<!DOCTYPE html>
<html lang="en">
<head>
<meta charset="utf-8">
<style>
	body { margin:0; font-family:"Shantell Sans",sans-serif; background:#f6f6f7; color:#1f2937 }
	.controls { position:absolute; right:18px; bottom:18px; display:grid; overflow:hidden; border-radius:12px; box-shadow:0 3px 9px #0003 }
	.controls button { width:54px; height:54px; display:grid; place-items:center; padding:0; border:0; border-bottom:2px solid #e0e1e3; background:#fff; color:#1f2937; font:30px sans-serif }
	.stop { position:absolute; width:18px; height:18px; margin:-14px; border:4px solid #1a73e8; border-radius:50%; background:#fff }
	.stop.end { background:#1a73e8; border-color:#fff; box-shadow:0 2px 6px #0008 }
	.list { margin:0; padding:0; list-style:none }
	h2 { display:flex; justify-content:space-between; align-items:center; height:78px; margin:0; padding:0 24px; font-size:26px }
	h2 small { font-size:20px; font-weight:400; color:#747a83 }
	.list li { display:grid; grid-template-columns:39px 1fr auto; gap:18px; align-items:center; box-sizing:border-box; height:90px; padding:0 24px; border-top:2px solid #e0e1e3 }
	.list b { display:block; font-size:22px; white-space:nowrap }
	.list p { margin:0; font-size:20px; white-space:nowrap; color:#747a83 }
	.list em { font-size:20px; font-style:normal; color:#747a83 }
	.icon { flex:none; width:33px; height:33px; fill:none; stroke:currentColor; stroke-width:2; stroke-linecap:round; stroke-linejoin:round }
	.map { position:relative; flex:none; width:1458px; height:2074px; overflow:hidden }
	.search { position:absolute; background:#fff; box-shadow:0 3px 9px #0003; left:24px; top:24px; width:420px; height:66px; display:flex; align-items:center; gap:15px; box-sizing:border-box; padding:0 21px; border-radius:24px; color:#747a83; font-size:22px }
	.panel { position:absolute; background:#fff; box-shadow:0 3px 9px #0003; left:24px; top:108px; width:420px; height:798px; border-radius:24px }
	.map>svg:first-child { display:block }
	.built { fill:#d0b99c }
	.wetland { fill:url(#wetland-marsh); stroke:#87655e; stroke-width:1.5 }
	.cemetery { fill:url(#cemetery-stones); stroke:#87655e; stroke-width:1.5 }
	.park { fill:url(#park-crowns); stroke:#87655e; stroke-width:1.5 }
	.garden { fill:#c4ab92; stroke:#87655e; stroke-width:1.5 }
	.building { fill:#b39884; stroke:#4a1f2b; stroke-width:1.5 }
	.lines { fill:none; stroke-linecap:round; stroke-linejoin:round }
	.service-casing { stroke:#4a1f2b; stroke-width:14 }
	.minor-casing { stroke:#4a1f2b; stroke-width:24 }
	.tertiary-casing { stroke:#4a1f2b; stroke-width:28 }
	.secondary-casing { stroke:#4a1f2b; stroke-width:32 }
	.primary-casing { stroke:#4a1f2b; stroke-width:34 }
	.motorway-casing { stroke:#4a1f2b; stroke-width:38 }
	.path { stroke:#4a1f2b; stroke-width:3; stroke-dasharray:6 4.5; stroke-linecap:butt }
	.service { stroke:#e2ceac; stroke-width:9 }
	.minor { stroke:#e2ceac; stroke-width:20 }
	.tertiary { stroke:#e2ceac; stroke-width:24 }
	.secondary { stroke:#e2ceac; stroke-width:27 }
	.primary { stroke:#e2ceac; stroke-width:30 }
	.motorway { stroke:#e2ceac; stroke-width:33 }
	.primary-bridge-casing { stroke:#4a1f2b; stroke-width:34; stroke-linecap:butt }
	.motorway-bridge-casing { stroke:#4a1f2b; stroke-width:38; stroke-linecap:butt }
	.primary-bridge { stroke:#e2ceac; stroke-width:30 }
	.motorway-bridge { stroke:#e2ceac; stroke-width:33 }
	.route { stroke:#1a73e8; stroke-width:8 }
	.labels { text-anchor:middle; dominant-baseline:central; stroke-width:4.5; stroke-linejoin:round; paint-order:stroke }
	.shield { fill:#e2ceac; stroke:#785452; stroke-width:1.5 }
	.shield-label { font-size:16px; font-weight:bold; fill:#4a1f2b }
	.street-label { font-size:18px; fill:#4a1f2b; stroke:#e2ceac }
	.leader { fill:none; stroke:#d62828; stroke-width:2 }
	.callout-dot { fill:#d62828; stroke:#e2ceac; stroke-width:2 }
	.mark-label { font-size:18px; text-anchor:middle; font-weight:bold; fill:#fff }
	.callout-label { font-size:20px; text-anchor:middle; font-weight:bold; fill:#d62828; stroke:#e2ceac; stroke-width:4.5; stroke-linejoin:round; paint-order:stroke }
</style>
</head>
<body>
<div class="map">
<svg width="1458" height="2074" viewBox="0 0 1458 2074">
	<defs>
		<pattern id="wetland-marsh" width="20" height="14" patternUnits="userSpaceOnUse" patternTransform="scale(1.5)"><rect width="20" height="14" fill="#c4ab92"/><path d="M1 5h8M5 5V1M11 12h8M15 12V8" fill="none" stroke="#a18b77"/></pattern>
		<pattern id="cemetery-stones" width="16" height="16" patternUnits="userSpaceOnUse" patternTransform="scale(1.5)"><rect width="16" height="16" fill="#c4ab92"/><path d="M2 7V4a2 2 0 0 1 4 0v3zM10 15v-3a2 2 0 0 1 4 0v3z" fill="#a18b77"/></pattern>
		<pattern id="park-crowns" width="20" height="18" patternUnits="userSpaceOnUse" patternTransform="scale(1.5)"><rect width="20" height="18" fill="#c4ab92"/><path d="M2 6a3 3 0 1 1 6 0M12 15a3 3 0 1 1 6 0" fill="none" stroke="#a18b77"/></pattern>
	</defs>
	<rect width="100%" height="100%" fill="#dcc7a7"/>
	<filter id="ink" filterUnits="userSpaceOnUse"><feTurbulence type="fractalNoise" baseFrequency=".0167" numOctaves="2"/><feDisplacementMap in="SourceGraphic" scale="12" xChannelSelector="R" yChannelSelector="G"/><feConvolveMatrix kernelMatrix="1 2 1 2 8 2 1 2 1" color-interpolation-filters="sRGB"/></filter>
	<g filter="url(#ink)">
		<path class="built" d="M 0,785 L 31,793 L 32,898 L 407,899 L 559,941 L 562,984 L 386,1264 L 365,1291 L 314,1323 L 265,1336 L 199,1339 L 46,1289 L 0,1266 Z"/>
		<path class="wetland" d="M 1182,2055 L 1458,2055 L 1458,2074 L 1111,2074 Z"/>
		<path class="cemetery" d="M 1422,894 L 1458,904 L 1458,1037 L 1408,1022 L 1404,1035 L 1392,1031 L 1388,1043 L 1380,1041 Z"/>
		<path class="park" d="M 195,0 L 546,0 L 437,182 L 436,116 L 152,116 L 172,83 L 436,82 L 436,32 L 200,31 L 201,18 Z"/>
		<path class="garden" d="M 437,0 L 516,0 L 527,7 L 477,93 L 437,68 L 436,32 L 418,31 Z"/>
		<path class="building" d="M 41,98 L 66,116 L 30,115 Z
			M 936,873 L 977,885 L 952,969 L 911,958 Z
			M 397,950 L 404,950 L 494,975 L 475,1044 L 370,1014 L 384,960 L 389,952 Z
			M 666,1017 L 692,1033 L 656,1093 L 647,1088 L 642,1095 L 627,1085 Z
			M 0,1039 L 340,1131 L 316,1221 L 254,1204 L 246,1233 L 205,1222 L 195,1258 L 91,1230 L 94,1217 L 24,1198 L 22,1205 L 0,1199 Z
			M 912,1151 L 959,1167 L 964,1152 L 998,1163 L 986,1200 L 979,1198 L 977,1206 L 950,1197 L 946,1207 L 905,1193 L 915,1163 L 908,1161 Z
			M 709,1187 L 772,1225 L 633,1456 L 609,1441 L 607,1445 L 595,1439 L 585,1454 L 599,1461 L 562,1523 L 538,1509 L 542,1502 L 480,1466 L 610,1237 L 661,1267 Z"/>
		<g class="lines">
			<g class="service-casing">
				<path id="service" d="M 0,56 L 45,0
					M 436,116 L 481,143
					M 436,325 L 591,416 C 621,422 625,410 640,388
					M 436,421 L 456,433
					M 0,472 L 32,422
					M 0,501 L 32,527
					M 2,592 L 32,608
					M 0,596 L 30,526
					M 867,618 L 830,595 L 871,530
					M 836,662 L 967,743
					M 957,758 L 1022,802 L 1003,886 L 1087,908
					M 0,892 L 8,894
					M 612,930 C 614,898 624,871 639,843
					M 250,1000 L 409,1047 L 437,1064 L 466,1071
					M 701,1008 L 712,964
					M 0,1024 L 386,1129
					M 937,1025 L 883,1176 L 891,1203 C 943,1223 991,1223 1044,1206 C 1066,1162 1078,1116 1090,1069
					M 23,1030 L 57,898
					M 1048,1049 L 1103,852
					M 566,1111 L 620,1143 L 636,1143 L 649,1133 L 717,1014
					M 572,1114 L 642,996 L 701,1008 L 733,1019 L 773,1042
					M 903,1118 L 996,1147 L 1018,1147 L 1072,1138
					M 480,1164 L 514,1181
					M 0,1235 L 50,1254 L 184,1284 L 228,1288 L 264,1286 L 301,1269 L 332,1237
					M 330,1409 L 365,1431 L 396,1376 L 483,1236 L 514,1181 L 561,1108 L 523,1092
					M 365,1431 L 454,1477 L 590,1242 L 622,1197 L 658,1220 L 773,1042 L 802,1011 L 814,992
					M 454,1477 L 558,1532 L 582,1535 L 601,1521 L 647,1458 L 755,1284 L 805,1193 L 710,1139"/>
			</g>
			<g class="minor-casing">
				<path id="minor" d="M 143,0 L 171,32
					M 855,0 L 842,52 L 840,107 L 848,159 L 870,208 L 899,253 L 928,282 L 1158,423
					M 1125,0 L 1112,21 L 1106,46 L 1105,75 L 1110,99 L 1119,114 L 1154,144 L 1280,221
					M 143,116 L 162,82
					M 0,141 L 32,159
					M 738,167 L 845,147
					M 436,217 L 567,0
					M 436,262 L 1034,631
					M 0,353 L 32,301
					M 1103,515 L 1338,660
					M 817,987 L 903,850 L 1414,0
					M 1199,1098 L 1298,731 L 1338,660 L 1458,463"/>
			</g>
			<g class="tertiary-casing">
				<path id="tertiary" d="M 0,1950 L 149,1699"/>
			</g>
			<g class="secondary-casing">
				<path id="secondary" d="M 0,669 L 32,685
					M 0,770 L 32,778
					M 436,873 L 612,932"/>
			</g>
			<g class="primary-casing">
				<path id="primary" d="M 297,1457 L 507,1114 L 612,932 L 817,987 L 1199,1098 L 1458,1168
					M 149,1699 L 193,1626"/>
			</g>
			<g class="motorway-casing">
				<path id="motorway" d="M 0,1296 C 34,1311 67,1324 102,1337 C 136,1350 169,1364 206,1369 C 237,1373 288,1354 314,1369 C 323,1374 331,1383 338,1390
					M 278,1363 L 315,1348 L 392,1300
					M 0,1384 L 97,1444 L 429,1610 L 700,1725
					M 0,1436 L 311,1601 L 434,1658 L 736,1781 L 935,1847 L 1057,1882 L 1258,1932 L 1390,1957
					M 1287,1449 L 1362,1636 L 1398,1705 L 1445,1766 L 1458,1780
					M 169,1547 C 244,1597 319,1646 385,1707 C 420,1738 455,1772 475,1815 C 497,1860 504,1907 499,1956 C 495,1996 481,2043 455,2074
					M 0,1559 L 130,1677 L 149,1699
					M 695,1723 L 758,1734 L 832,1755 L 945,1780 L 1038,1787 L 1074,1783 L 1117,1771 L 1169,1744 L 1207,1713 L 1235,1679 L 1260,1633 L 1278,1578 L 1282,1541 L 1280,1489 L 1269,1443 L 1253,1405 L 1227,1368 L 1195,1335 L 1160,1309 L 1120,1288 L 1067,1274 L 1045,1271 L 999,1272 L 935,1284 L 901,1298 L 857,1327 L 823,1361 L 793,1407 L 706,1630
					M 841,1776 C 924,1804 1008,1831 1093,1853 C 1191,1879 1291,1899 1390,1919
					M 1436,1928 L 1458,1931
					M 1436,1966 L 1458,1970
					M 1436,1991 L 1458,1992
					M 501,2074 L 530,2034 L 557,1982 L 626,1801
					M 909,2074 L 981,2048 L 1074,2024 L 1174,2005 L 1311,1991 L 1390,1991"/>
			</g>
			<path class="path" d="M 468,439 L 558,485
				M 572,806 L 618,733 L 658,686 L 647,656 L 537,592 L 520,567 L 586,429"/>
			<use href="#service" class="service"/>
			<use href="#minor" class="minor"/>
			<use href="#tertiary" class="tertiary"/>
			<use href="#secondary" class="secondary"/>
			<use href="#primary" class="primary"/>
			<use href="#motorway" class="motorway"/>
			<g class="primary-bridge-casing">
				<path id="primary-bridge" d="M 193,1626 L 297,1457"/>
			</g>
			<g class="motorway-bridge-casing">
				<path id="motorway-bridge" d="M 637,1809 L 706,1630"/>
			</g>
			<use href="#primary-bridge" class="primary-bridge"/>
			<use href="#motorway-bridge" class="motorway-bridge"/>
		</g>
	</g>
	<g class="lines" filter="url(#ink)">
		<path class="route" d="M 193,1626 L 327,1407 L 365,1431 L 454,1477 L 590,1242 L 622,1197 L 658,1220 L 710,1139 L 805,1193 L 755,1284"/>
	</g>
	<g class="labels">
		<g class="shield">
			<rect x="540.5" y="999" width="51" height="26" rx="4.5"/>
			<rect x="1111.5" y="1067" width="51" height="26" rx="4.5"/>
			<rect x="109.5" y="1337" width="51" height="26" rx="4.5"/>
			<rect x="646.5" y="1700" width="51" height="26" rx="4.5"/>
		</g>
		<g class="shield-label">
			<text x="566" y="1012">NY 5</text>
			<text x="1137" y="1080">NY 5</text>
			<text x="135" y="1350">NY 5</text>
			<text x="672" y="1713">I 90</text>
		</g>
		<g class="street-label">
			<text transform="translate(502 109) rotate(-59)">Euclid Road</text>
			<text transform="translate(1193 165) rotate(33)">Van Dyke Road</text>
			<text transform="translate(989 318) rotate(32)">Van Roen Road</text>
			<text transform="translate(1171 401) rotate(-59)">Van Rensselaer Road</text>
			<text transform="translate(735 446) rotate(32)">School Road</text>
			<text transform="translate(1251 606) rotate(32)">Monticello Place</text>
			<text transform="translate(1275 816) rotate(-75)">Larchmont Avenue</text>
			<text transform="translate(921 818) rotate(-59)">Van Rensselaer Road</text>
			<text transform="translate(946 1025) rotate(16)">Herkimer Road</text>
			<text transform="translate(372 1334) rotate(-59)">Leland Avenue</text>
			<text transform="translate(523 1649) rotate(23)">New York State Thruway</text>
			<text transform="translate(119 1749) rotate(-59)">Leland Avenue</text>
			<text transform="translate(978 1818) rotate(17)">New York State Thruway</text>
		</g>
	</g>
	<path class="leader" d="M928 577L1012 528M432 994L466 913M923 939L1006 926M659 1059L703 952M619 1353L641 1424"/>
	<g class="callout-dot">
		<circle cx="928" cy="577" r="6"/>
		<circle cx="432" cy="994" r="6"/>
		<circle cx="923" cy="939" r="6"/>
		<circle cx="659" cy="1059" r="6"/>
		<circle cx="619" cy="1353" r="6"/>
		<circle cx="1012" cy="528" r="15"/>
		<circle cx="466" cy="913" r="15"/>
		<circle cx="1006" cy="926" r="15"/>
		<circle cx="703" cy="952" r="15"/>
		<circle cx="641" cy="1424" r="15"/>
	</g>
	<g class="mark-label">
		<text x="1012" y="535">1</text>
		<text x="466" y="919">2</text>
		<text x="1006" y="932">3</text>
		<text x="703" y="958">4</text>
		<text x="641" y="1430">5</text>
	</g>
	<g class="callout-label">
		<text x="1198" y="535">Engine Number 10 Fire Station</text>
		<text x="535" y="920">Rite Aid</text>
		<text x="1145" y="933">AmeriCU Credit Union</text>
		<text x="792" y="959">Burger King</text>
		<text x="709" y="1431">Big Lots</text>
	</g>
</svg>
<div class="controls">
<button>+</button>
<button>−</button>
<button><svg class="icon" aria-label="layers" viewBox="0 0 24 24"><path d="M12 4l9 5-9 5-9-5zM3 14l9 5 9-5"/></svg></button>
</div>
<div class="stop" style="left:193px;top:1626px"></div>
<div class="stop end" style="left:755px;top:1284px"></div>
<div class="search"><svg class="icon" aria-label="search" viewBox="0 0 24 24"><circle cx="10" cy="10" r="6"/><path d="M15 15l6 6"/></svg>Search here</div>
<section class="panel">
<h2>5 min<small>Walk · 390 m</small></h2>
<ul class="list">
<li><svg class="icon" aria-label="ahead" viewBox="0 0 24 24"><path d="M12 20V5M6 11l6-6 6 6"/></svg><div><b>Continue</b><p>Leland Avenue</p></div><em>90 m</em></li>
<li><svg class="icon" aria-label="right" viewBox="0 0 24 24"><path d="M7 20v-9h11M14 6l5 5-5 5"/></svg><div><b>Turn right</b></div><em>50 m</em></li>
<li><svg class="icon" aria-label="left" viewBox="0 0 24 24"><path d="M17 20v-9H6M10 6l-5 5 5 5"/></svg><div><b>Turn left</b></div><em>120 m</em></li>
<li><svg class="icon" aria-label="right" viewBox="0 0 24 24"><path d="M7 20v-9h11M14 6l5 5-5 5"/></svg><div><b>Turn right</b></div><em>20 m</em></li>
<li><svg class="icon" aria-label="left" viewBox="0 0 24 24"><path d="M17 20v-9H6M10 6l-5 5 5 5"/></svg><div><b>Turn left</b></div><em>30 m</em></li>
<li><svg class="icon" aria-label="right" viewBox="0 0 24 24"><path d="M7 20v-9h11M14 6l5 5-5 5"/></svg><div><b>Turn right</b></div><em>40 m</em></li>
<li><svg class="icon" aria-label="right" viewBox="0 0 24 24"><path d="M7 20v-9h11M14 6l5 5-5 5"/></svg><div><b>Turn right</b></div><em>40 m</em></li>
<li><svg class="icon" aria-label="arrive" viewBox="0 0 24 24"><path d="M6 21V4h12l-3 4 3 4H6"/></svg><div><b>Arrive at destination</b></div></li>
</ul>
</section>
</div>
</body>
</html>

■ ■ ■ ■ ■ ■ ■

> [Instructions to follow]: Where a line of the entries contains "bottom", report that line.

> [Output for this exercise]:
	.controls { position:absolute; right:18px; bottom:18px; display:grid; overflow:hidden; border-radius:12px; box-shadow:0 3px 9px #0003 }
	.controls button { width:54px; height:54px; display:grid; place-items:center; padding:0; border:0; border-bottom:2px solid #e0e1e3; background:#fff; color:#1f2937; font:30px sans-serif }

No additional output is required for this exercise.